ENTRIES SHOWN: Begin

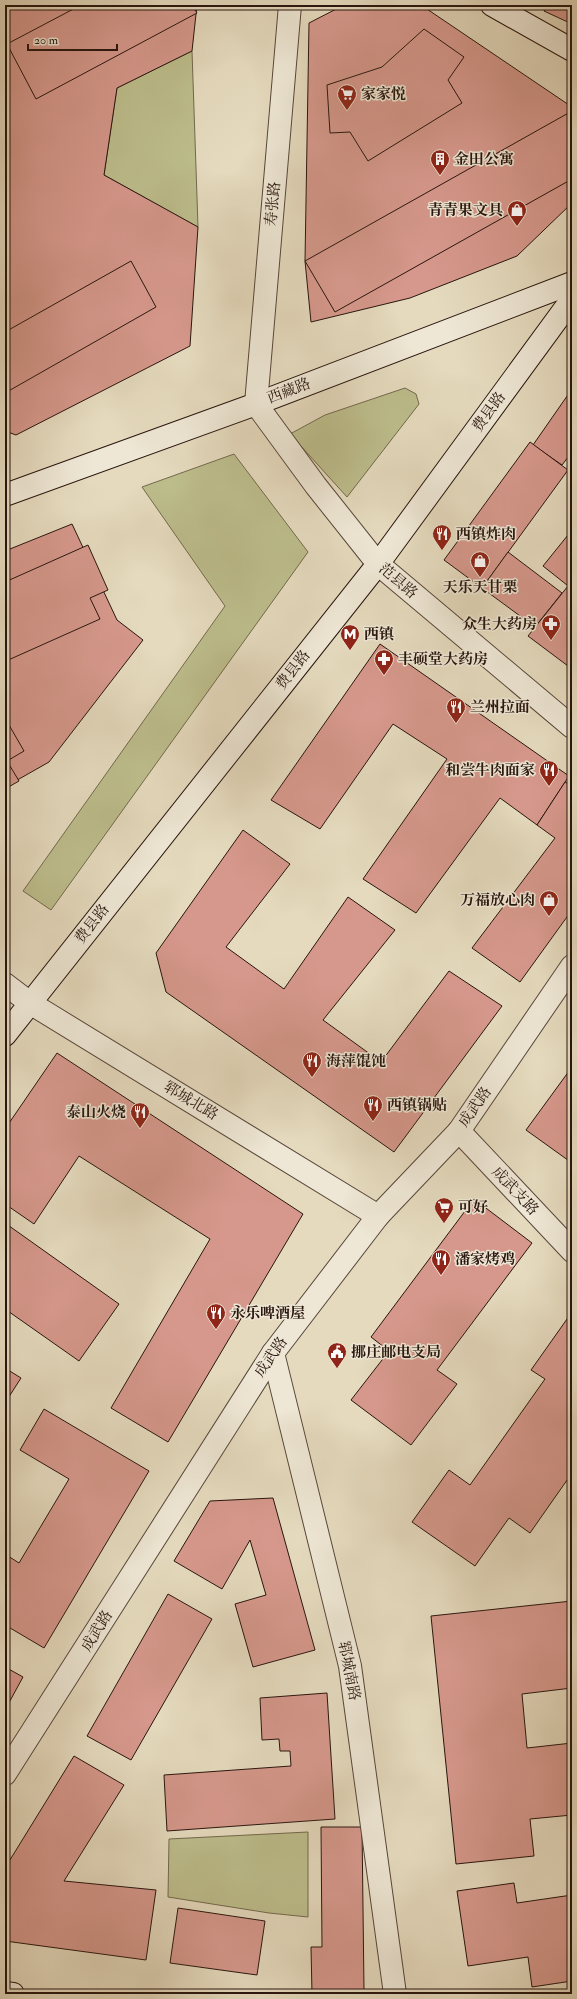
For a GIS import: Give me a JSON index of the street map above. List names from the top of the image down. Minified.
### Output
{"streets":{"street":["寿张路","西藏路","费县路","范县路","郓城北路","成武路","成武支路","郓城南路"]},"crossings":[["寿张路","西藏路"],["寿张路","范县路"],["西藏路","范县路"],["费县路","范县路"],["费县路","郓城北路"],["郓城北路","成武路"],["成武路","成武支路"],["成武路","郓城南路"]],"places":{"supermarket":["家家悦","可好"],"building":["金田公寓"],"shop":["青青果文具","天乐天甘栗","万福放心肉"],"restaurant":["西镇炸肉","兰州拉面","和尝牛肉面家","海萍馄饨","西镇锅贴","泰山火烧","潘家烤鸡","永乐啤酒屋"],"pharmacy":["众生大药房","丰硕堂大药房"],"metro station":["西镇"],"public building":["挪庄邮电支局"]},"scale_bar":"20 m"}
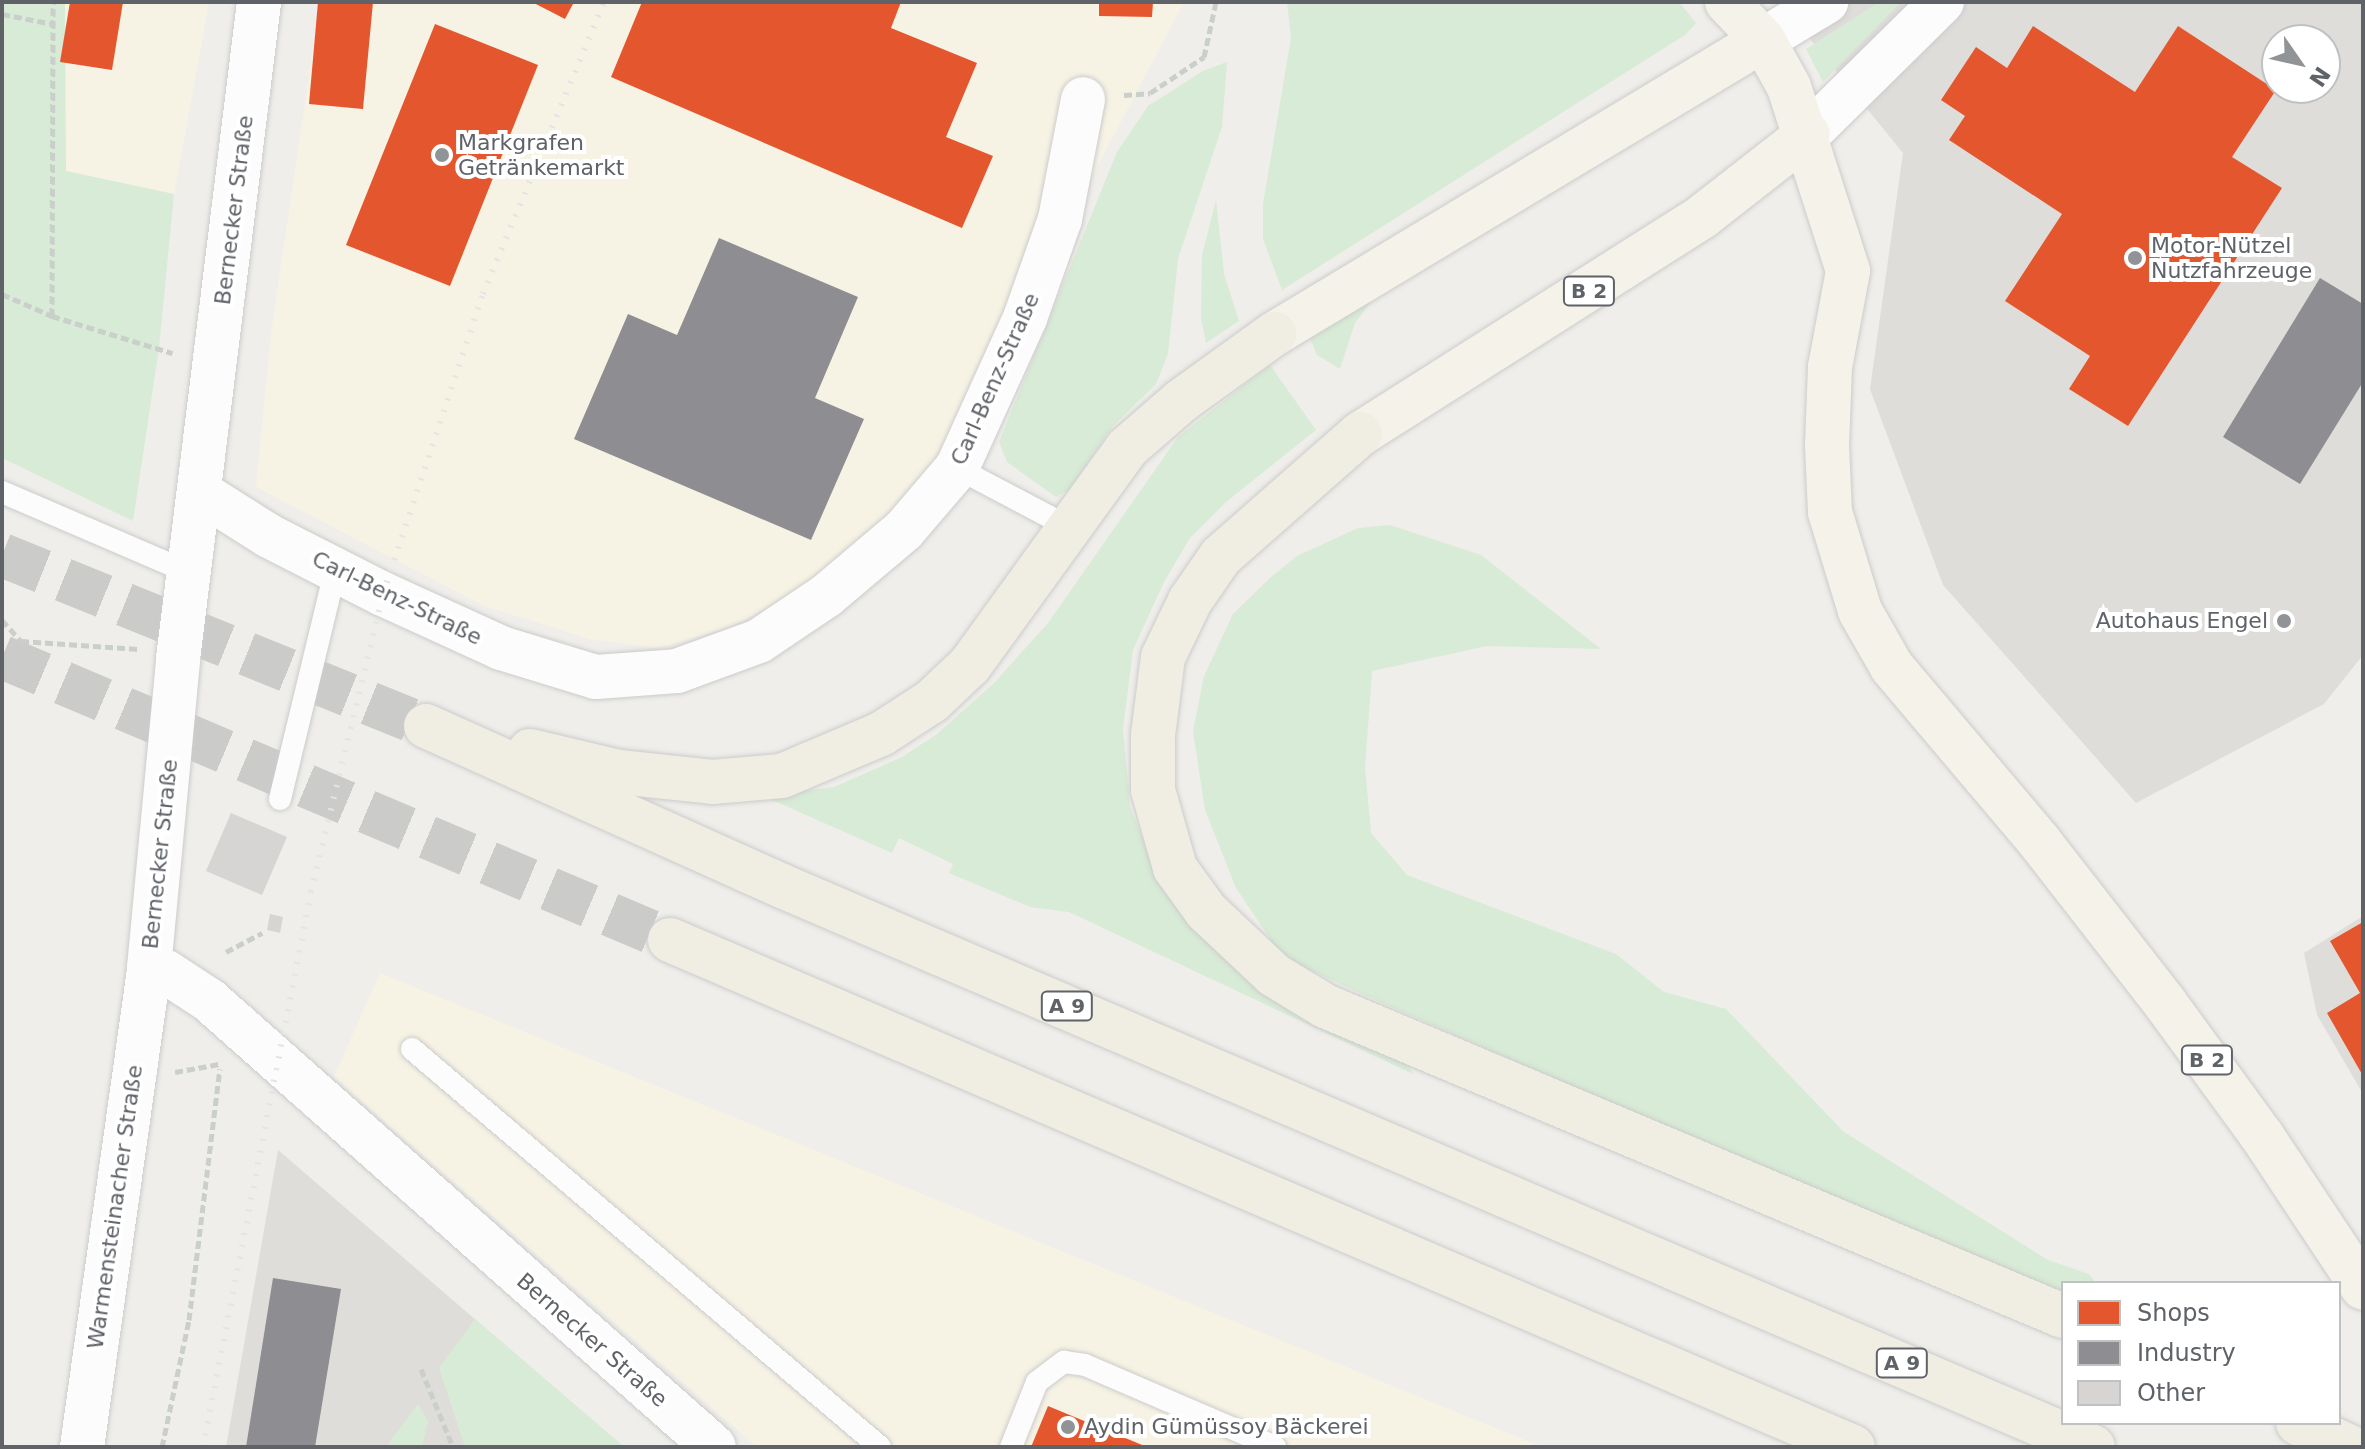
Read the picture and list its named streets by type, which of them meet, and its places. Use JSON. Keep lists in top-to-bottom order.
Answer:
{
  "streets": {
    "highway": ["A 9"],
    "main road": ["B 2"],
    "street": ["Bernecker Straße", "Carl-Benz-Straße", "Warmensteinacher Straße"]
  },
  "crossings": [
    ["Bernecker Straße", "Carl-Benz-Straße"],
    ["Bernecker Straße", "Warmensteinacher Straße"]
  ],
  "places": [
    "Markgrafen Getränkemarkt",
    "Motor-Nützel Nutzfahrzeuge",
    "Autohaus Engel",
    "Aydin Gümüssoy Bäckerei"
  ],
  "legend": ["Shops", "Industry", "Other"],
  "north": "bottom right"
}
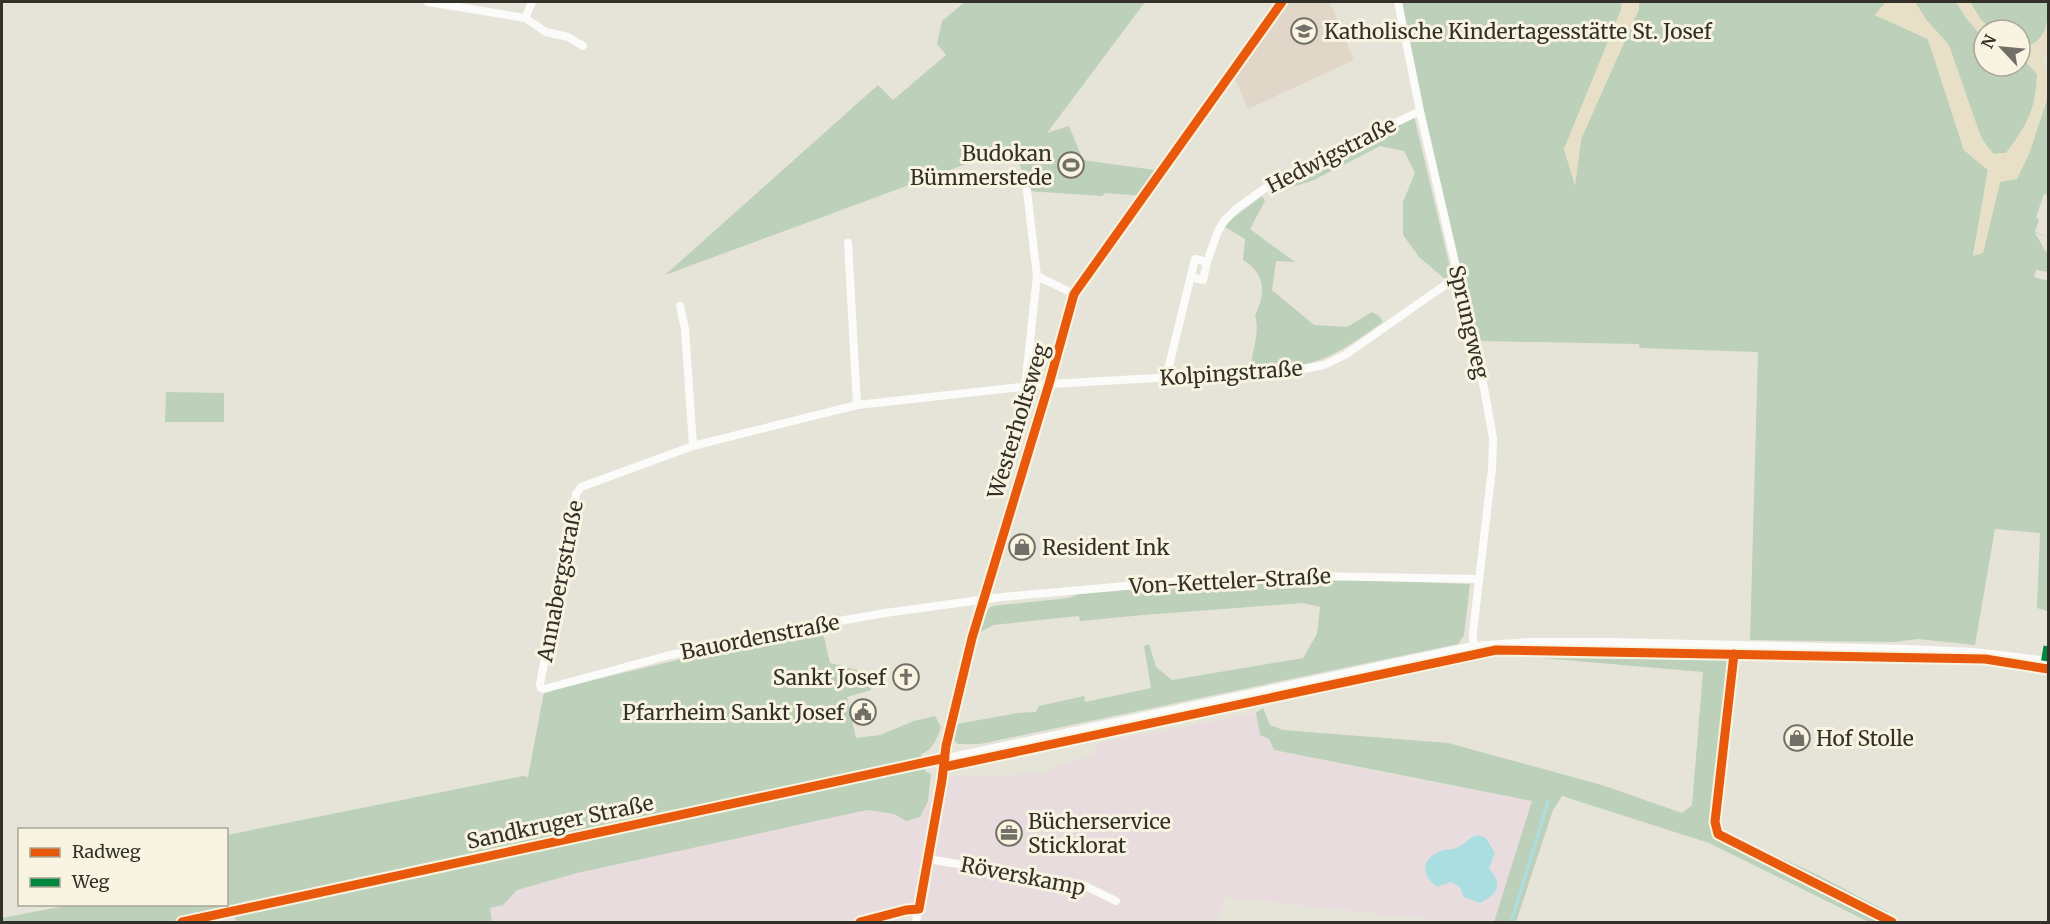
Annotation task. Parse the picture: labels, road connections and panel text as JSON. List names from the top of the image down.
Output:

ENTRIES SHOWN: End

- [DIRECTIONS] Retype all of the material above exactly; the pictures stay out.

- [SOLVED EXERCISE]
For a GIS import: Give me a JSON index of the street map above. List names from the top of the image down. Minified.
### Output
{"streets":{"street":["寿张路","西藏路","费县路","范县路","郓城北路","成武路","成武支路","郓城南路"]},"crossings":[["寿张路","西藏路"],["寿张路","范县路"],["西藏路","范县路"],["费县路","范县路"],["费县路","郓城北路"],["郓城北路","成武路"],["成武路","成武支路"],["成武路","郓城南路"]],"places":{"supermarket":["家家悦","可好"],"building":["金田公寓"],"shop":["青青果文具","天乐天甘栗","万福放心肉"],"restaurant":["西镇炸肉","兰州拉面","和尝牛肉面家","海萍馄饨","西镇锅贴","泰山火烧","潘家烤鸡","永乐啤酒屋"],"pharmacy":["众生大药房","丰硕堂大药房"],"metro station":["西镇"],"public building":["挪庄邮电支局"]},"scale_bar":"20 m"}
Read the picture and list its named streets by type, which of them meet, and its places. Use JSON. Keep lists in top-to-bottom order.
Answer:
{
  "streets": {
    "highway": ["A 9"],
    "main road": ["B 2"],
    "street": ["Bernecker Straße", "Carl-Benz-Straße", "Warmensteinacher Straße"]
  },
  "crossings": [
    ["Bernecker Straße", "Carl-Benz-Straße"],
    ["Bernecker Straße", "Warmensteinacher Straße"]
  ],
  "places": [
    "Markgrafen Getränkemarkt",
    "Motor-Nützel Nutzfahrzeuge",
    "Autohaus Engel",
    "Aydin Gümüssoy Bäckerei"
  ],
  "legend": ["Shops", "Industry", "Other"],
  "north": "bottom right"
}
Annotation task. Parse the picture: labels, road connections and panel text as JSON. List names from the top of the image down.
Output:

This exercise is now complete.